Nothing in the listing may change. Repeat all of it.

(Material for this task):
___

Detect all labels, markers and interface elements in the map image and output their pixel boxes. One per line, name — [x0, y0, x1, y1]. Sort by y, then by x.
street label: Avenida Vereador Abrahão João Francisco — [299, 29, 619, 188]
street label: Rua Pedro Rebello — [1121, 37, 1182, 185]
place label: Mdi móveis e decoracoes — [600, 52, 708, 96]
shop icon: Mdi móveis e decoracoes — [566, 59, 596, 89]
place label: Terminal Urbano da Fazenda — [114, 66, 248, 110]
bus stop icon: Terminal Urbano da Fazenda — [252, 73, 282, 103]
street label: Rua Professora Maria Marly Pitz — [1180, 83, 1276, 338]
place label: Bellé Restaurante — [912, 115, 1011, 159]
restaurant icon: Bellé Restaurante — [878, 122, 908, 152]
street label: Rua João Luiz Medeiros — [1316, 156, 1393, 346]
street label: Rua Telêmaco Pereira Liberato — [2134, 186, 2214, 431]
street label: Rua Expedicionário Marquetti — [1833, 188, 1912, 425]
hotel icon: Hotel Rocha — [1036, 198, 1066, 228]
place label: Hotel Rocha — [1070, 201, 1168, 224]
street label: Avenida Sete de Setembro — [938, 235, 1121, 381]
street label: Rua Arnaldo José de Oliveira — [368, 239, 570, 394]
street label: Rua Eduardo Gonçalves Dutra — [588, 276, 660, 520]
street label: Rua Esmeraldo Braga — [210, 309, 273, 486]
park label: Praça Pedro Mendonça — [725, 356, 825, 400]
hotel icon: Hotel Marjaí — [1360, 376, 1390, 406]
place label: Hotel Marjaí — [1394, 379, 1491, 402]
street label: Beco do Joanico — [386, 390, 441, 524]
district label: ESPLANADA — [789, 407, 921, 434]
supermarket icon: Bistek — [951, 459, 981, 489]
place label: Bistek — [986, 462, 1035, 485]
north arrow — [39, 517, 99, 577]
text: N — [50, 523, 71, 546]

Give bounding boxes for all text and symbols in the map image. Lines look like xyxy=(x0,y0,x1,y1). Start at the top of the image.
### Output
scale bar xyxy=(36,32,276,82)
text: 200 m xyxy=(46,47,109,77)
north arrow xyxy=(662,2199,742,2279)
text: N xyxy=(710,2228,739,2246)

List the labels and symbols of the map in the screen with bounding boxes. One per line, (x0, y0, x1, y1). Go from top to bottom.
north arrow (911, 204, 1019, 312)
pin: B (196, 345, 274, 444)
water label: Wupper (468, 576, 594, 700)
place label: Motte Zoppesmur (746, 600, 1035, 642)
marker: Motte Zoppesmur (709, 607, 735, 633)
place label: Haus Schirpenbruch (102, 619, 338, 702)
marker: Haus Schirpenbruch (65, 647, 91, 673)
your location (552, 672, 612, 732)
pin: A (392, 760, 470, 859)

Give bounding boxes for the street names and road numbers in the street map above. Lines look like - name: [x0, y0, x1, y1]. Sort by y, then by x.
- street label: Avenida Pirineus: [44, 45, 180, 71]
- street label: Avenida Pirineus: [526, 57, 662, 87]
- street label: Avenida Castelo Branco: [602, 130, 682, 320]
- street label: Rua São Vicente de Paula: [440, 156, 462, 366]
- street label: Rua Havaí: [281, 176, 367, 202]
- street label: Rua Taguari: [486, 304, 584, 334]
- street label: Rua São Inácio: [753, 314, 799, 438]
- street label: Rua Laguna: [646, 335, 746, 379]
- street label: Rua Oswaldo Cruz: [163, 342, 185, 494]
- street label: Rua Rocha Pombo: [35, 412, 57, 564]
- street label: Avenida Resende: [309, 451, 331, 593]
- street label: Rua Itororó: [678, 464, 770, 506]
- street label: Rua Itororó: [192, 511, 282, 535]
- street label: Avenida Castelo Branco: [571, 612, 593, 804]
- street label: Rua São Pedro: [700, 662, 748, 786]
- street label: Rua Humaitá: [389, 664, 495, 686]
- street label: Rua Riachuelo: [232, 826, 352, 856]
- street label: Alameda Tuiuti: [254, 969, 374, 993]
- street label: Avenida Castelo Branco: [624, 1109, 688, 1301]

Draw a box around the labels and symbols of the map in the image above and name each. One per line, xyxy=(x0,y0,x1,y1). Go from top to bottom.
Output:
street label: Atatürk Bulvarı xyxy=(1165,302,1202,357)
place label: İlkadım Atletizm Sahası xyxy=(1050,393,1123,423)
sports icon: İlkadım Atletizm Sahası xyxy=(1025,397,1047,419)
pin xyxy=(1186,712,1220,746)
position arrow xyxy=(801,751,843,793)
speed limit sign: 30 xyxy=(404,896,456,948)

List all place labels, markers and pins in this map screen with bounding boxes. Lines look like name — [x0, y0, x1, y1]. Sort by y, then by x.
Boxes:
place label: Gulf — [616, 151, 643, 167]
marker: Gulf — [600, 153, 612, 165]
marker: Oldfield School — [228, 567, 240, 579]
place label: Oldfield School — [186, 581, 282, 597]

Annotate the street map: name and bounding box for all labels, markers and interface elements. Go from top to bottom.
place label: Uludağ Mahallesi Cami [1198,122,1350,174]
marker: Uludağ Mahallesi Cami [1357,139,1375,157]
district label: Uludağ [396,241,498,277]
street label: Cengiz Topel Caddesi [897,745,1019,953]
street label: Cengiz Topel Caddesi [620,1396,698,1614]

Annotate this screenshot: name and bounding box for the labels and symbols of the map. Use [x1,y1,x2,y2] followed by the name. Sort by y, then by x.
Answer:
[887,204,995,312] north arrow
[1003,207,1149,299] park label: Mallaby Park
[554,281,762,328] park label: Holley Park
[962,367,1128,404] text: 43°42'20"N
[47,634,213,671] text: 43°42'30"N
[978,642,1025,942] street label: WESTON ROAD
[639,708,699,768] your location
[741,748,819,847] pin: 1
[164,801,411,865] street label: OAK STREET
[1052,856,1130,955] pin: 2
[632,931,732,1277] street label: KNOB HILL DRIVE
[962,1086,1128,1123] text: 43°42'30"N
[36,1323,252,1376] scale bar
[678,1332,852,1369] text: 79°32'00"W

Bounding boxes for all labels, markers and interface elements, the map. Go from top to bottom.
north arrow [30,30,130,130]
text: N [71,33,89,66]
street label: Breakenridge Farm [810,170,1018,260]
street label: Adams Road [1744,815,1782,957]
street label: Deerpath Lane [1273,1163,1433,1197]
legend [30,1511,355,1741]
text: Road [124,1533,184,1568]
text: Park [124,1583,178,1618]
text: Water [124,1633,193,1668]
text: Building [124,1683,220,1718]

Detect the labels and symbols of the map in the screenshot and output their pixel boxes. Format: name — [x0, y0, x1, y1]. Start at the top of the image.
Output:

___

(Your response):
Detect all labels, markers and interface elements in the map image and output their pixel boxes. One per line, name — [x0, y0, x1, y1]. Sort by y, then by x.
street label: Avenida Vereador Abrahão João Francisco — [299, 29, 619, 188]
street label: Rua Pedro Rebello — [1121, 37, 1182, 185]
place label: Mdi móveis e decoracoes — [600, 52, 708, 96]
shop icon: Mdi móveis e decoracoes — [566, 59, 596, 89]
place label: Terminal Urbano da Fazenda — [114, 66, 248, 110]
bus stop icon: Terminal Urbano da Fazenda — [252, 73, 282, 103]
street label: Rua Professora Maria Marly Pitz — [1180, 83, 1276, 338]
place label: Bellé Restaurante — [912, 115, 1011, 159]
restaurant icon: Bellé Restaurante — [878, 122, 908, 152]
street label: Rua João Luiz Medeiros — [1316, 156, 1393, 346]
street label: Rua Telêmaco Pereira Liberato — [2134, 186, 2214, 431]
street label: Rua Expedicionário Marquetti — [1833, 188, 1912, 425]
hotel icon: Hotel Rocha — [1036, 198, 1066, 228]
place label: Hotel Rocha — [1070, 201, 1168, 224]
street label: Avenida Sete de Setembro — [938, 235, 1121, 381]
street label: Rua Arnaldo José de Oliveira — [368, 239, 570, 394]
street label: Rua Eduardo Gonçalves Dutra — [588, 276, 660, 520]
street label: Rua Esmeraldo Braga — [210, 309, 273, 486]
park label: Praça Pedro Mendonça — [725, 356, 825, 400]
hotel icon: Hotel Marjaí — [1360, 376, 1390, 406]
place label: Hotel Marjaí — [1394, 379, 1491, 402]
street label: Beco do Joanico — [386, 390, 441, 524]
district label: ESPLANADA — [789, 407, 921, 434]
supermarket icon: Bistek — [951, 459, 981, 489]
place label: Bistek — [986, 462, 1035, 485]
north arrow — [39, 517, 99, 577]
text: N — [50, 523, 71, 546]

Give bounding boxes for all text and symbols in the map image. Lines look like xyxy=(x0,y0,x1,y1). Start at the top of the image.
### Output
scale bar xyxy=(36,32,276,82)
text: 200 m xyxy=(46,47,109,77)
north arrow xyxy=(662,2199,742,2279)
text: N xyxy=(710,2228,739,2246)

List the labels and symbols of the map in the screen with bounding boxes. One per line, (x0, y0, x1, y1). Go from top to bottom.
north arrow (911, 204, 1019, 312)
pin: B (196, 345, 274, 444)
water label: Wupper (468, 576, 594, 700)
place label: Motte Zoppesmur (746, 600, 1035, 642)
marker: Motte Zoppesmur (709, 607, 735, 633)
place label: Haus Schirpenbruch (102, 619, 338, 702)
marker: Haus Schirpenbruch (65, 647, 91, 673)
your location (552, 672, 612, 732)
pin: A (392, 760, 470, 859)

Give bounding boxes for the street names and road numbers in the street map above. Lines look like - name: [x0, y0, x1, y1]. Sort by y, then by x.
- street label: Avenida Pirineus: [44, 45, 180, 71]
- street label: Avenida Pirineus: [526, 57, 662, 87]
- street label: Avenida Castelo Branco: [602, 130, 682, 320]
- street label: Rua São Vicente de Paula: [440, 156, 462, 366]
- street label: Rua Havaí: [281, 176, 367, 202]
- street label: Rua Taguari: [486, 304, 584, 334]
- street label: Rua São Inácio: [753, 314, 799, 438]
- street label: Rua Laguna: [646, 335, 746, 379]
- street label: Rua Oswaldo Cruz: [163, 342, 185, 494]
- street label: Rua Rocha Pombo: [35, 412, 57, 564]
- street label: Avenida Resende: [309, 451, 331, 593]
- street label: Rua Itororó: [678, 464, 770, 506]
- street label: Rua Itororó: [192, 511, 282, 535]
- street label: Avenida Castelo Branco: [571, 612, 593, 804]
- street label: Rua São Pedro: [700, 662, 748, 786]
- street label: Rua Humaitá: [389, 664, 495, 686]
- street label: Rua Riachuelo: [232, 826, 352, 856]
- street label: Alameda Tuiuti: [254, 969, 374, 993]
- street label: Avenida Castelo Branco: [624, 1109, 688, 1301]

Draw a box around the labels and symbols of the map in the image above and name each. One per line, xyxy=(x0,y0,x1,y1). Go from top to bottom.
Output:
street label: Atatürk Bulvarı xyxy=(1165,302,1202,357)
place label: İlkadım Atletizm Sahası xyxy=(1050,393,1123,423)
sports icon: İlkadım Atletizm Sahası xyxy=(1025,397,1047,419)
pin xyxy=(1186,712,1220,746)
position arrow xyxy=(801,751,843,793)
speed limit sign: 30 xyxy=(404,896,456,948)

List all place labels, markers and pins in this map screen with bounding boxes. Lines look like name — [x0, y0, x1, y1]. Sort by y, then by x.
Boxes:
place label: Gulf — [616, 151, 643, 167]
marker: Gulf — [600, 153, 612, 165]
marker: Oldfield School — [228, 567, 240, 579]
place label: Oldfield School — [186, 581, 282, 597]

Annotate the street map: name and bounding box for all labels, markers and interface elements. Go from top to bottom.
place label: Uludağ Mahallesi Cami [1198,122,1350,174]
marker: Uludağ Mahallesi Cami [1357,139,1375,157]
district label: Uludağ [396,241,498,277]
street label: Cengiz Topel Caddesi [897,745,1019,953]
street label: Cengiz Topel Caddesi [620,1396,698,1614]

Annotate this screenshot: name and bounding box for the labels and symbols of the map. Use [x1,y1,x2,y2] followed by the name. Sort by y, then by x.
Answer:
[887,204,995,312] north arrow
[1003,207,1149,299] park label: Mallaby Park
[554,281,762,328] park label: Holley Park
[962,367,1128,404] text: 43°42'20"N
[47,634,213,671] text: 43°42'30"N
[978,642,1025,942] street label: WESTON ROAD
[639,708,699,768] your location
[741,748,819,847] pin: 1
[164,801,411,865] street label: OAK STREET
[1052,856,1130,955] pin: 2
[632,931,732,1277] street label: KNOB HILL DRIVE
[962,1086,1128,1123] text: 43°42'30"N
[36,1323,252,1376] scale bar
[678,1332,852,1369] text: 79°32'00"W

Bounding boxes for all labels, markers and interface elements, the map. Go from top to bottom.
north arrow [30,30,130,130]
text: N [71,33,89,66]
street label: Breakenridge Farm [810,170,1018,260]
street label: Adams Road [1744,815,1782,957]
street label: Deerpath Lane [1273,1163,1433,1197]
legend [30,1511,355,1741]
text: Road [124,1533,184,1568]
text: Park [124,1583,178,1618]
text: Water [124,1633,193,1668]
text: Building [124,1683,220,1718]

Detect the labels and symbols of the map in the screenshot and output their pixel boxes. Format: name — [x0, y0, x1, y1]. Start at the top of the image.
Output:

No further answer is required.